Boring AI

A Bauhaus-style image of a human creating something.

DALL-E 2 created this image when I gave it the prompt “A Bauhaus-style image of a human creating something.”

ChatGPT is truly amazing. I’ve spent some hours using it to help me with learning NetBSD, bare-bones web servers, software packaging, and non-software stuff, too. On the plus side, it behaved like a confident mentor helping me learn things I wasn’t too familiar with. It could point me in a good direction with helpful sample code and even explanations of why the sample code addressed my questions. On the down side, the confidence ChatGPT showed was sometimes misplaced and the answers given were wrong. I did report feedback to the team when I saw wrong answers. Often when you point out wrong answers to ChatGPT, it will recognize the mistake and apologize. Sadly, it’s easy to get caught in a loop where ChatGPT will head back down the wrong path, you correct it, it apologizes, then in the next answer or two it will head down the same wrong path from before. I have a feeling ChatGPT will improve dramatically in the coming weeks/months and I do hope it doesn’t succumb to commercial interests and become privatized.

So what can we say about the above experience with ChatGPT? Do developers need to be worried? Who will reign this in? Will AI replace my job?

To me, ChatGPT, and other chat-based AI tools, or AI-based art generators like DALL-E, are simply examples of new technology. They are tools. They are abstractions. As Grady Booch so succinctly tweeted:

“The entire history of software engineering is one of rising levels of abstraction.”

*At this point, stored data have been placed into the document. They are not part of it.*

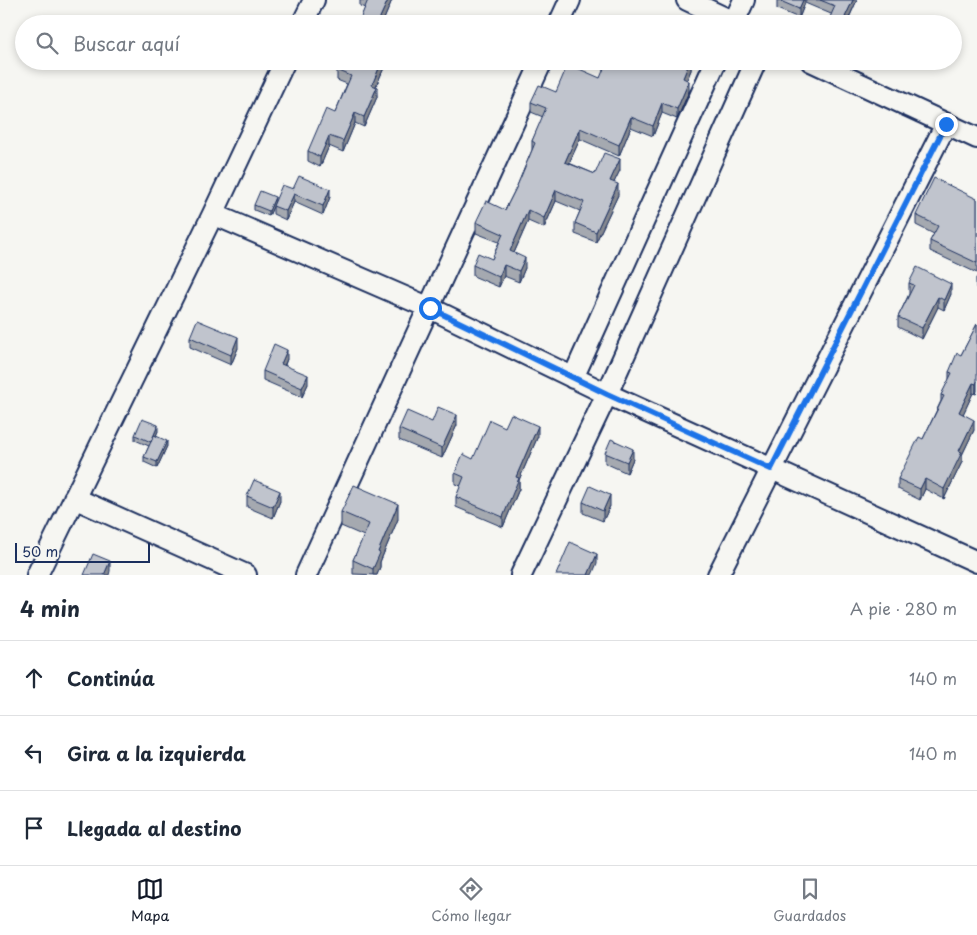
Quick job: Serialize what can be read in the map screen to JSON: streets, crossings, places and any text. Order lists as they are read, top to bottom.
{
  "scale_bar": "50 m",
  "page": {
    "search": "Buscar aquí",
    "scale": "50 m",
    "heading": ["4 min", "A pie · 280 m"],
    "list": [
      ["Continúa", "140 m"],
      ["Gira a la izquierda", "140 m"],
      "Llegada al destino"
    ],
    "nav": ["Mapa", "Cómo llegar", "Guardados"]
  }
}
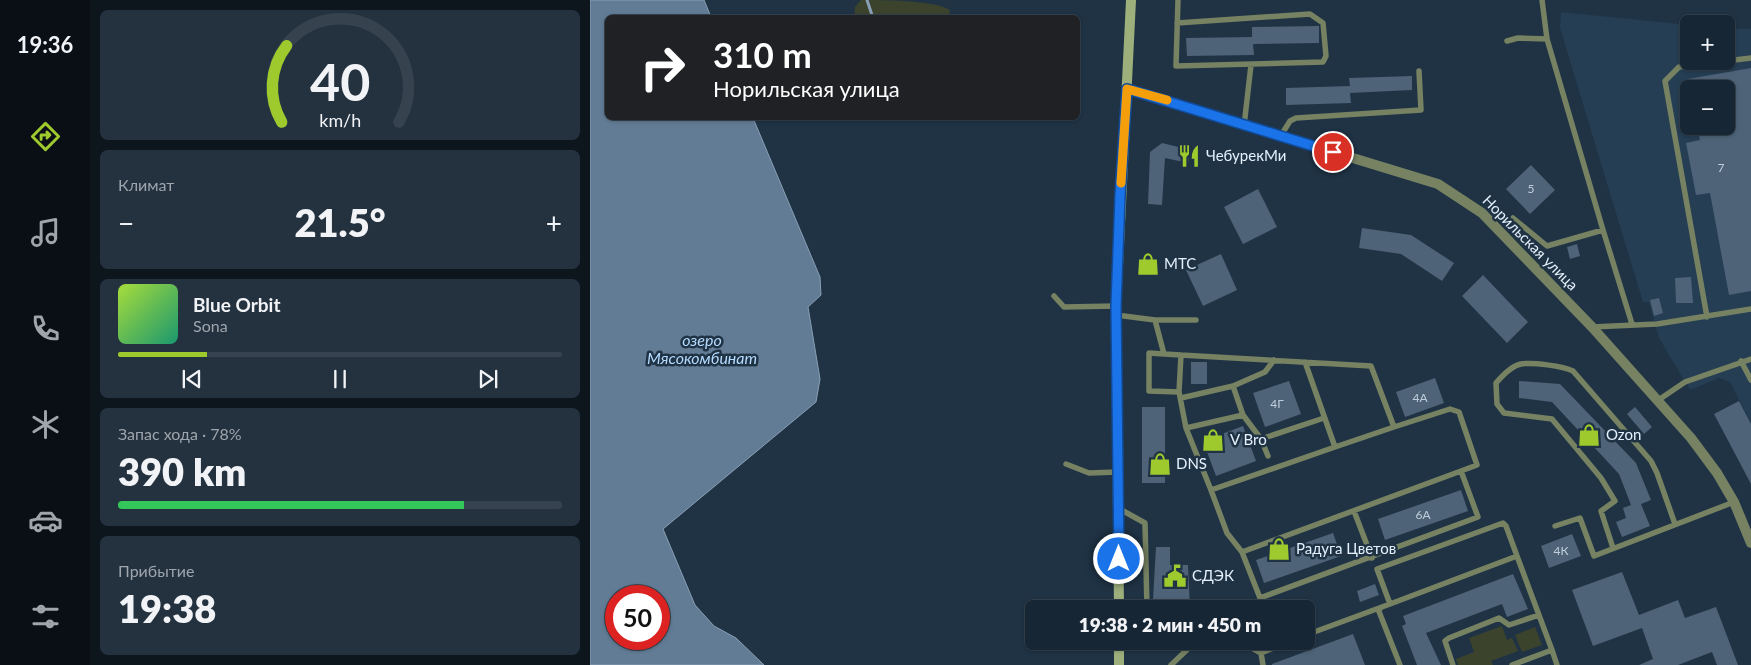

As developers, we don’t feed stacks of punched cards to machines anymore. We write code in languages that are increasingly abstract. And some languages like assembly or C have a relatively low level of abstraction by today’s standards but are still widely used. Different levels of abstraction for different needs. No problem. The “language” used to interact with ChatGPT looks a lot like a conversation. It’s amazing that you can take an English (or lots of other languages including Chinese) conversational tone with ChatGPT and ask it to write some code for you and it’ll get you close to where you want to go. It’s a neat abstraction.

So, back to the questions: Do developers need to be worried? No. Well, maybe. I suppose if you rely unquestioningly on results from an AI you could be in trouble because how can you assume the code really does what you think it does? And even if the generated code is 100% correct, is it correct all the time? And what does “correct” even mean? Different people can legitimately have wildly different definitions of “correct.”

Who will reign this in? Nobody. Because there is nothing to reign in. “Artificial Intelligence” is just another term for “new stuff that seems mysterious.” Lots of new things were scary and mysterious when they first came out: printed words, cars, rock music. And people did try, unsuccessfully, to reign those things in. In the end, if people find new things useful, they’ll stick around.

Will AI replace my job? Possibly. What jobs did cars displace? Horse and buggy drivers? And the jobs where you looked after all those horses people used to travel? Yes. So what are those equivalent jobs today? I think AI will be embedded in lots of areas in society. Because AI is just “new stuff.” So, if your job is anything where you are doing a basic or simple thing, you might want to consider doing a more complex or advanced version of what you currently do. Because I can see increasing levels of automation of basic things throughout society. Just as it’s always been.

What makes AI special? Well, the boring answer is: nothing. It’s not special. Some amazing results can come from human progress and ChatGPT is a good example of what people can achieve. But that doesn’t mean there’s anything special or unique about AI.